Re: [ZION] LDS study bible

2002-10-02 Thread Marc A. Schindler

I use the Anchor Bible, which is of course much more of an investment (the series
isn't finished yet and it already fills 2 1/2 shelves of one of my Ikea
bookshelves). But that's a somewhat different model. I don't really have a
one-volume commentary like the Scofield Bible, but iirc I've seen this in Logos,
a Christian bookstore I used to frequent in Calgary, and in the Canadian Bible
Society bookstore near U of Alberta here in Edmonton, and that's a good model for
what we're trying to do, only from an LDS point of view.

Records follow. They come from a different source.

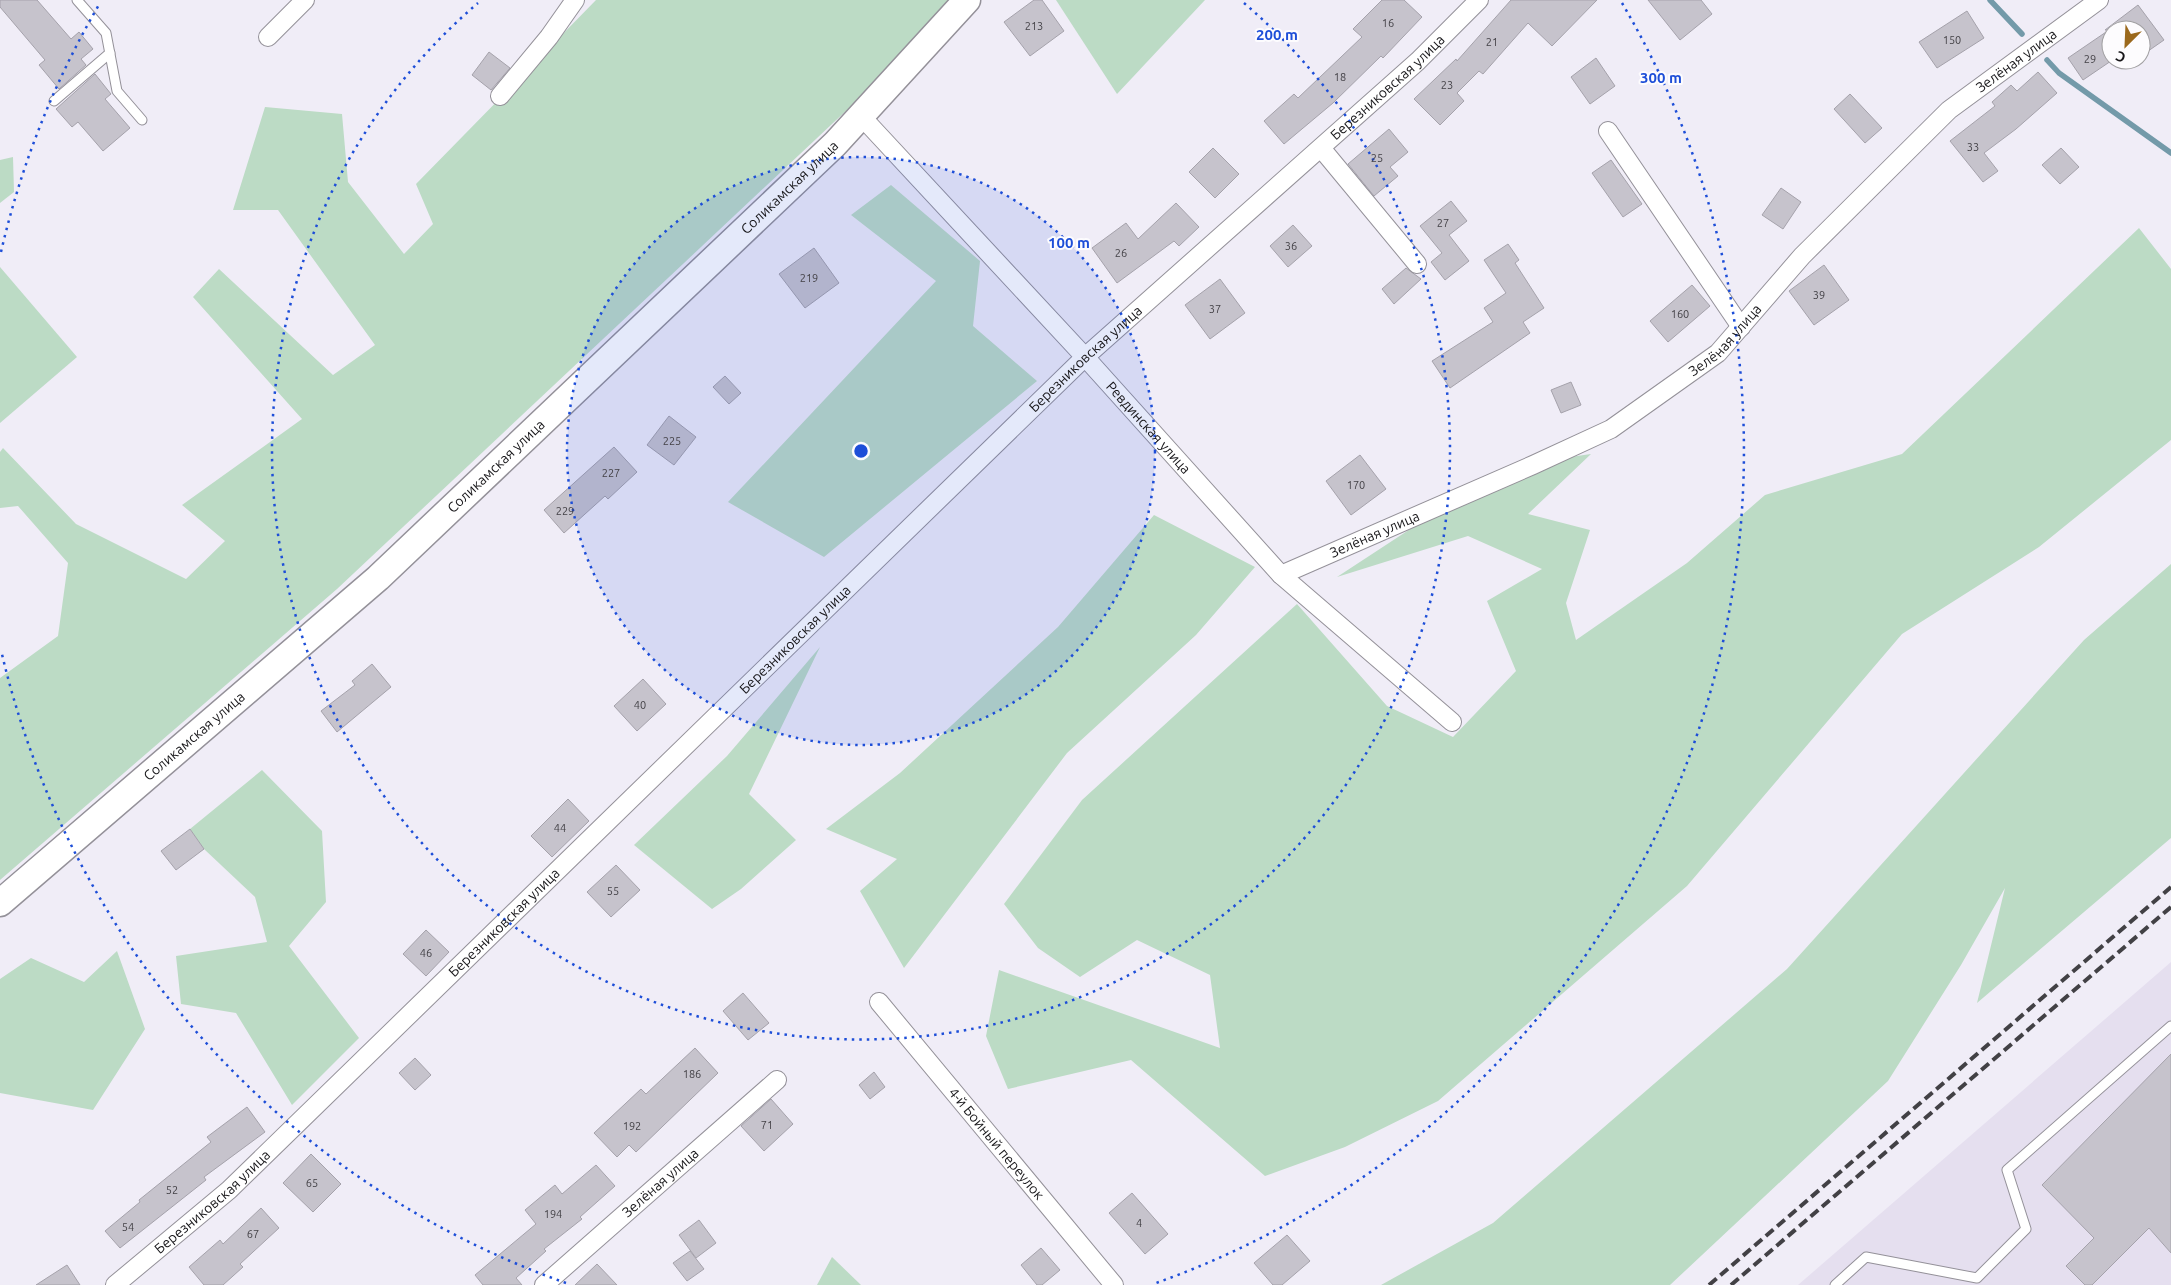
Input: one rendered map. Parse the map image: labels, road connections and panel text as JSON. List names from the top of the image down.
{
  "streets": {
    "main road": ["Соликамская улица"],
    "street": [
      "Зелёная улица",
      "Березниковская улица",
      "Ревдинская улица",
      "4-й Бойный переулок"
    ]
  },
  "crossings": [
    ["Зелёная улица", "Ревдинская улица"],
    ["Березниковская улица", "Ревдинская улица"],
    ["Соликамская улица", "Ревдинская улица"]
  ],
  "house_numbers": [
    "16",
    "213",
    "150",
    "21",
    "29",
    "18",
    "23",
    "33",
    "25",
    "27",
    "36",
    "26",
    "219",
    "39",
    "37",
    "160",
    "225",
    "227",
    "170",
    "229",
    "40",
    "44",
    "55",
    "46",
    "186",
    "71",
    "192",
    "65",
    "52",
    "194",
    "4",
    "54",
    "67"
  ],
  "north": "bottom left",
  "rings": ["200 m", "300 m", "100 m"]
}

I'll give you a kind of anecdotal example of why some people think we need
something like this. I have one volume of an AB-sized library of commentaries,
but just the volume on I Corinthians, to help me out in my own contribution to
the LDS Study Bible. The series is called The New International Greek Testament
Commentary (NIGTC) and the volume on I Corinthians was written by Anthony C.
Thiselton, a fairly respectable conservative Protestant scholar. The book is 1450
pp long.

While he admits that 15:29 (the verse on vicarious baptism) is a notoriously
difficult crux: the most 'hotly disputed' in the epistle,... he summarizes a
grand total of roughly 20 possible interpretations. All *possible*
interpretations, that is, except the right one, and the most direct one. This guy
gets the Biblicist Pretzel Award nomination from me this year, I gotta tell you.

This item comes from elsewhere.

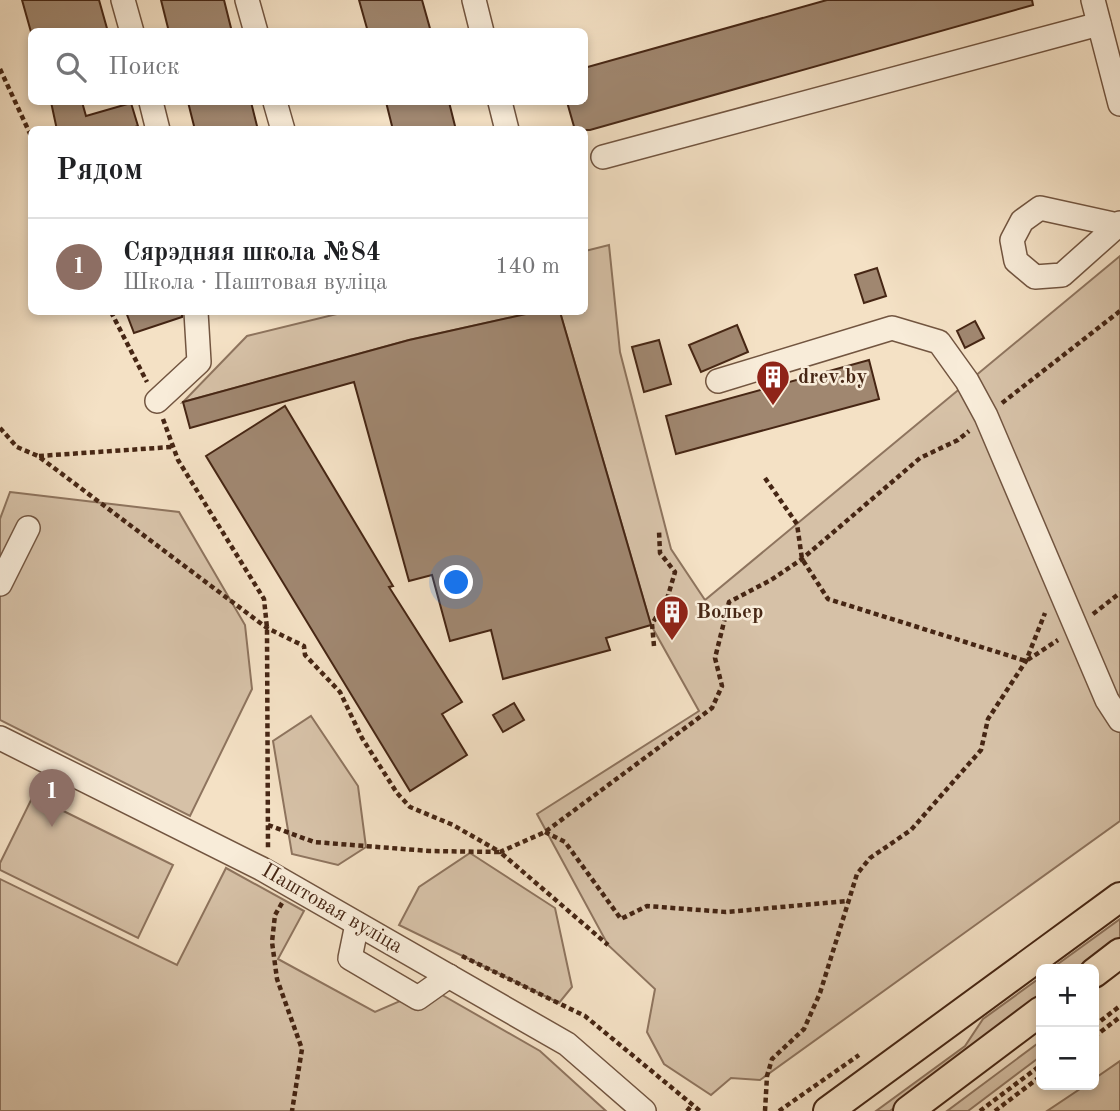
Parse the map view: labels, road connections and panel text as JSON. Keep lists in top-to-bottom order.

We need stuff that, while it may not be on that level wrt scholarship (for one
thing the market would be limited), at least gives LDS a basic level of
understanding that the Gospel isn't only true and that the only way to know that
is through spiritual means, oh by the way, it just happens to make sense, too,
and you don't have to be ashamed or cowed by intellectuals.

Gary Smith wrote:

 I don't think they are actually changing the words. What they are doing,
 is putting a lot of textual information on the original Aramaic and
 Greek, and discussing certain ideas within the NT from an LDS apologetics
 point of view. This one won't be to replace your LDS scriptures. This one
 will be for home use, where you can get a better understanding of what
 each verse _really_ means. So, you get the KJV, and the scholarly
 commentary.

 If you've hung out in any Christian bookstores, you'll find similar
 books. My favorite amongst them has been the Scofield Bible, though it is
 quite an older commentary. Marc, which versions do you prefer?

 K'aya K'ama,
 Gerald/gary  Smithgszion1 @juno.comhttp://www
 .geocities.com/rameumptom/index.html
 No one is as hopelessly enslaved as the person who thinks he's free.  -
 Johann Wolfgang von Goethe


--
Marc A. Schindler
Spruce Grove, Alberta, Canada -- Gateway to the Boreal Parkland

The greater danger for most of us lies not in setting our aim too high and
falling short; but in setting our aim too low, and achieving our mark.
--Michelangelo Buonarroti

Note: This communication represents the informal personal views of the author
solely; its contents do not necessarily reflect those of the author’s employer,
nor those of any organization with which the author may be associated.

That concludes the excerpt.